In re Hijazi, supra.


I don’t know what the district court will do, but it looks to me like Hijazi has a strong argument that jurisdiction doesn’t exist under the Restatement standards outlined above.


According to his brief before the Seventh Circuit, when the indictment says the first two emails that are alleged to support jurisdiction were sent to accounts “`located in the United States,”” this “apparently is a mere reference to the location of computer servers. In re Hijazi, Appellate Brief, 2008 WL 5788099. Hijazi says the “mere fact that constituent electrons of two Kuwait-to-Greece emails may have passed through U.S. servers” doesn’t give the U.S. jurisdiction under the Restatement standard. Appellate Brief, supra. Hijazi notes that there is no allegation that he “had any idea what route the emails would take” and that the U.S. Court of Appeals for the Tenth Circuit rejected this jurisdictional theory in Intercon, Inc. v. Bell Atl. Internet Solutions, Inc., 205 F.3d 1244, 1247 (200)). Appellate Brief, supra.
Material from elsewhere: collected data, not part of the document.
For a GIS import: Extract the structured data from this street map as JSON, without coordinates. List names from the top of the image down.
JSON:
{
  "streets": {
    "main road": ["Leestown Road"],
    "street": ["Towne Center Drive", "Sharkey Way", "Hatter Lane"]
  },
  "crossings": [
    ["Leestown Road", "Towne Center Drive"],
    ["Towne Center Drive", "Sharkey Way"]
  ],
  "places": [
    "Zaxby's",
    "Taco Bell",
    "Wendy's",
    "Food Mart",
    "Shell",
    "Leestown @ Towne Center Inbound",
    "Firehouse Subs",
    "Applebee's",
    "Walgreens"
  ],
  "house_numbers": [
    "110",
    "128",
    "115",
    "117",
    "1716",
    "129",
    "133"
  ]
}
As to the third email, Hijazi says it was sent to Mazon “months after any alleged illegal conduct on the part of either man.” He also says the indictment “makes no attempt to show how the contents of the email connect in any way to any” of the charges it contains. Appellate Brief, supra.


The Seventh Circuit’s decision issued on December 11. I’m sure it will take a while before the district court rules on Hijazi’s motions; I’ll try to find the ruling when it issues.